Saved entries
'''

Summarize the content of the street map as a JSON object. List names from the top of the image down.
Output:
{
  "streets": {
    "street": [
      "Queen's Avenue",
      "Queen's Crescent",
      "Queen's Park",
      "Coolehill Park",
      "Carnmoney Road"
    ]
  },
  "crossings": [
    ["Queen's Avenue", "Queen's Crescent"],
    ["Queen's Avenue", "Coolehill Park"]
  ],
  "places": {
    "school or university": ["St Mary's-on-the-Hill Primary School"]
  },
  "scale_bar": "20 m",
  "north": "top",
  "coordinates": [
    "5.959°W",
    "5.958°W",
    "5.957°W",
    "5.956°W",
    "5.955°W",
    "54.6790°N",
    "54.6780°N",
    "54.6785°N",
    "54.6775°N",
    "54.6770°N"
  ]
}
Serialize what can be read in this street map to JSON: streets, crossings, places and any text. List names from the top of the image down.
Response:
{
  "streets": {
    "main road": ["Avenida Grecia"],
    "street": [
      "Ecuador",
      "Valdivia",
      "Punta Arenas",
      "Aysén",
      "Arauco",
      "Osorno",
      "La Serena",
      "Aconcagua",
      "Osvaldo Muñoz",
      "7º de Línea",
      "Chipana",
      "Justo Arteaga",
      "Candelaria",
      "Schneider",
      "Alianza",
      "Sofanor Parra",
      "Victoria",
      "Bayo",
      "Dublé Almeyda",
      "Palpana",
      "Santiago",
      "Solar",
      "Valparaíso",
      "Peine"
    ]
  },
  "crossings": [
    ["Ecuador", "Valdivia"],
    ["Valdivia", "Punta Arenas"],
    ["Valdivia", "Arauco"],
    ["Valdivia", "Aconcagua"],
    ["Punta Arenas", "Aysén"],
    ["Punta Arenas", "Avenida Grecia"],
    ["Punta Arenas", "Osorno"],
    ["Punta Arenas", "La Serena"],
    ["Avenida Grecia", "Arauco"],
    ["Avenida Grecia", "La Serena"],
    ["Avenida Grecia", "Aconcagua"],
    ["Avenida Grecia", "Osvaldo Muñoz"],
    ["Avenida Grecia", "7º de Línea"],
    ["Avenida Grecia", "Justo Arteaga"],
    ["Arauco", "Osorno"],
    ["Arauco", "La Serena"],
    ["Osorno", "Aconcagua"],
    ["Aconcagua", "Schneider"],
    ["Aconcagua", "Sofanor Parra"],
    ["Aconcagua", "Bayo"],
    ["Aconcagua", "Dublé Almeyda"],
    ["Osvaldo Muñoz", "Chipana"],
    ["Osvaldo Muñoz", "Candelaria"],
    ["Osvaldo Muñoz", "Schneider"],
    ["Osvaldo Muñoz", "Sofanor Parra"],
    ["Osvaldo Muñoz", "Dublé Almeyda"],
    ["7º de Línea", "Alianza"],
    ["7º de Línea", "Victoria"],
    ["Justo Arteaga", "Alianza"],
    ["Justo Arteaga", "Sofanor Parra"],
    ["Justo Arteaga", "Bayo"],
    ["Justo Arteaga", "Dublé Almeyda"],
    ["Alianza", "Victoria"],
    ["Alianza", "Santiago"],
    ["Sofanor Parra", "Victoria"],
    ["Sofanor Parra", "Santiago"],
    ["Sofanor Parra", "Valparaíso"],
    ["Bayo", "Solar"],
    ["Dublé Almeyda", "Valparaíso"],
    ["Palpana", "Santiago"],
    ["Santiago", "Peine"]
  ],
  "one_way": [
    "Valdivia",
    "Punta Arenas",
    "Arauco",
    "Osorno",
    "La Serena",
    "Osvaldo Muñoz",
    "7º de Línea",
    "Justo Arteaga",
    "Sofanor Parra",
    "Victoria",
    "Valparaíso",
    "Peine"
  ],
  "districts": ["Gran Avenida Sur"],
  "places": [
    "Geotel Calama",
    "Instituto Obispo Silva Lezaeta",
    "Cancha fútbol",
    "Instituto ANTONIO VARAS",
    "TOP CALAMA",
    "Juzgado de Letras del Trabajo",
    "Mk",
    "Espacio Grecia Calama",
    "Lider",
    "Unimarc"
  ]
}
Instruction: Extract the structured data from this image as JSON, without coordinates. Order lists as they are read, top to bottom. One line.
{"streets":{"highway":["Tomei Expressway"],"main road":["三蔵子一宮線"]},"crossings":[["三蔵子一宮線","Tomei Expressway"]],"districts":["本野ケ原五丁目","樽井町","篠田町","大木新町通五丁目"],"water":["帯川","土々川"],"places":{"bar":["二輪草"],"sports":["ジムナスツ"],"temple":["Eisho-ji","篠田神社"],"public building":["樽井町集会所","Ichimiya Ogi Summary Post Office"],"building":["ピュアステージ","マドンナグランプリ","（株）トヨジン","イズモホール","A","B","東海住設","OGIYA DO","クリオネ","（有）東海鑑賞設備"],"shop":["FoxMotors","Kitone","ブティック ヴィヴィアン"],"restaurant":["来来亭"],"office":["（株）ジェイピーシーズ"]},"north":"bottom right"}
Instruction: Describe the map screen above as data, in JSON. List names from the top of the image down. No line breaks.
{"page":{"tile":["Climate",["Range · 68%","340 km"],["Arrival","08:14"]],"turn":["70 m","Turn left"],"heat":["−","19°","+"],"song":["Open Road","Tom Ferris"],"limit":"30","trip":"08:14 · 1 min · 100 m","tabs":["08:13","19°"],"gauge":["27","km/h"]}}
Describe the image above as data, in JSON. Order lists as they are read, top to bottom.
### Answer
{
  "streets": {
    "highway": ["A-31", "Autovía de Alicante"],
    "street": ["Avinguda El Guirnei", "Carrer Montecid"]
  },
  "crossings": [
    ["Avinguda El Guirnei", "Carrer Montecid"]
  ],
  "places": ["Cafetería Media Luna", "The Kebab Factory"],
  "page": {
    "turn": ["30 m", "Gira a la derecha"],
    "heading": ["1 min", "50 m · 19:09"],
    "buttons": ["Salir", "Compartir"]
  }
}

'''

Directions for this task:
If a line in the records contains the word "down", copy it out.

Your response:
Summarize the content of the street map as a JSON object. List names from the top of the image down.
Serialize what can be read in this street map to JSON: streets, crossings, places and any text. List names from the top of the image down.
Instruction: Describe the map screen above as data, in JSON. List names from the top of the image down. No line breaks.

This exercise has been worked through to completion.